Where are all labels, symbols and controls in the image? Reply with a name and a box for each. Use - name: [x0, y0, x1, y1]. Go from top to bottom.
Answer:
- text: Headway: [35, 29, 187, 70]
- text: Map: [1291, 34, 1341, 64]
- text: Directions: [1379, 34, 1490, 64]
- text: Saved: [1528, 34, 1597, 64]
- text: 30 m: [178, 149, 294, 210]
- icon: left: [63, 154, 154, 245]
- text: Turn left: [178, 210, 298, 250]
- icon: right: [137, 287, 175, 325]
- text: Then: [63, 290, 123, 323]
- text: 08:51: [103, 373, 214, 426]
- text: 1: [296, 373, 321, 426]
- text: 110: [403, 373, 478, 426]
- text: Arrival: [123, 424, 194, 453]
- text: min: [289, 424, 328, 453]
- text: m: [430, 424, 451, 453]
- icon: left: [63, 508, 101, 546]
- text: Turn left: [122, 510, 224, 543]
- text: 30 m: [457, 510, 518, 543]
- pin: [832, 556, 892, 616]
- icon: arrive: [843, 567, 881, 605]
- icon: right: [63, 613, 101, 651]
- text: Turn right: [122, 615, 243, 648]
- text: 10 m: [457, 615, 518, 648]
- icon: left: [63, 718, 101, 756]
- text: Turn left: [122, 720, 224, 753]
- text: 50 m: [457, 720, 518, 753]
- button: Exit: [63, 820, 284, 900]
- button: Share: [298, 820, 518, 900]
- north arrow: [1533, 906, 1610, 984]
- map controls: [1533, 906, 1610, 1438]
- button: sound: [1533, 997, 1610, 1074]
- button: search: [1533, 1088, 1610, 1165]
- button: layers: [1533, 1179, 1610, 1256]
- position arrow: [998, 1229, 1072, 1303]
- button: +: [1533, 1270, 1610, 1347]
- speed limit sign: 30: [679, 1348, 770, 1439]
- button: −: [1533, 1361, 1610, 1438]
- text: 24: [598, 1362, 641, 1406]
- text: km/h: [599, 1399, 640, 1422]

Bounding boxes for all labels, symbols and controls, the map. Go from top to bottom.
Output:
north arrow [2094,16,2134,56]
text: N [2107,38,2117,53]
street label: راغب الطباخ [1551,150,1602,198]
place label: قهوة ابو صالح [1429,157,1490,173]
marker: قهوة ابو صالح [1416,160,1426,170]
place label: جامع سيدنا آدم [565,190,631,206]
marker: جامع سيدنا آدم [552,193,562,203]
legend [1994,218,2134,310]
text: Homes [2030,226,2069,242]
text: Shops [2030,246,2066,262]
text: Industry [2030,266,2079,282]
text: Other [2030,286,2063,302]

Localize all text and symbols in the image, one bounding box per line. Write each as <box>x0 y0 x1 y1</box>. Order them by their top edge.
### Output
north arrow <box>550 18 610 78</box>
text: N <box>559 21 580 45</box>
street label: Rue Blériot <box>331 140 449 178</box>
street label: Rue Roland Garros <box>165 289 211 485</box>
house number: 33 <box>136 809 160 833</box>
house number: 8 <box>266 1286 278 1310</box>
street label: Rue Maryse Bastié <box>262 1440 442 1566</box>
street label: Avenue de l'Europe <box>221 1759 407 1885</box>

══════════

* [Required work]: With nothing added or dropped, retype the listing above.

* [Answer to this task]:
Where are all labels, symbols and controls in the image? Reply with a name and a box for each. Use - name: [x0, y0, x1, y1]. Go from top to bottom.
Answer:
- text: Headway: [35, 29, 187, 70]
- text: Map: [1291, 34, 1341, 64]
- text: Directions: [1379, 34, 1490, 64]
- text: Saved: [1528, 34, 1597, 64]
- text: 30 m: [178, 149, 294, 210]
- icon: left: [63, 154, 154, 245]
- text: Turn left: [178, 210, 298, 250]
- icon: right: [137, 287, 175, 325]
- text: Then: [63, 290, 123, 323]
- text: 08:51: [103, 373, 214, 426]
- text: 1: [296, 373, 321, 426]
- text: 110: [403, 373, 478, 426]
- text: Arrival: [123, 424, 194, 453]
- text: min: [289, 424, 328, 453]
- text: m: [430, 424, 451, 453]
- icon: left: [63, 508, 101, 546]
- text: Turn left: [122, 510, 224, 543]
- text: 30 m: [457, 510, 518, 543]
- pin: [832, 556, 892, 616]
- icon: arrive: [843, 567, 881, 605]
- icon: right: [63, 613, 101, 651]
- text: Turn right: [122, 615, 243, 648]
- text: 10 m: [457, 615, 518, 648]
- icon: left: [63, 718, 101, 756]
- text: Turn left: [122, 720, 224, 753]
- text: 50 m: [457, 720, 518, 753]
- button: Exit: [63, 820, 284, 900]
- button: Share: [298, 820, 518, 900]
- north arrow: [1533, 906, 1610, 984]
- map controls: [1533, 906, 1610, 1438]
- button: sound: [1533, 997, 1610, 1074]
- button: search: [1533, 1088, 1610, 1165]
- button: layers: [1533, 1179, 1610, 1256]
- position arrow: [998, 1229, 1072, 1303]
- button: +: [1533, 1270, 1610, 1347]
- speed limit sign: 30: [679, 1348, 770, 1439]
- button: −: [1533, 1361, 1610, 1438]
- text: 24: [598, 1362, 641, 1406]
- text: km/h: [599, 1399, 640, 1422]

Bounding boxes for all labels, symbols and controls, the map. Go from top to bottom.
Output:
north arrow [2094,16,2134,56]
text: N [2107,38,2117,53]
street label: راغب الطباخ [1551,150,1602,198]
place label: قهوة ابو صالح [1429,157,1490,173]
marker: قهوة ابو صالح [1416,160,1426,170]
place label: جامع سيدنا آدم [565,190,631,206]
marker: جامع سيدنا آدم [552,193,562,203]
legend [1994,218,2134,310]
text: Homes [2030,226,2069,242]
text: Shops [2030,246,2066,262]
text: Industry [2030,266,2079,282]
text: Other [2030,286,2063,302]

Localize all text and symbols in the image, one bounding box per line. Write each as <box>x0 y0 x1 y1</box>. Order them by their top edge.
### Output
north arrow <box>550 18 610 78</box>
text: N <box>559 21 580 45</box>
street label: Rue Blériot <box>331 140 449 178</box>
street label: Rue Roland Garros <box>165 289 211 485</box>
house number: 33 <box>136 809 160 833</box>
house number: 8 <box>266 1286 278 1310</box>
street label: Rue Maryse Bastié <box>262 1440 442 1566</box>
street label: Avenue de l'Europe <box>221 1759 407 1885</box>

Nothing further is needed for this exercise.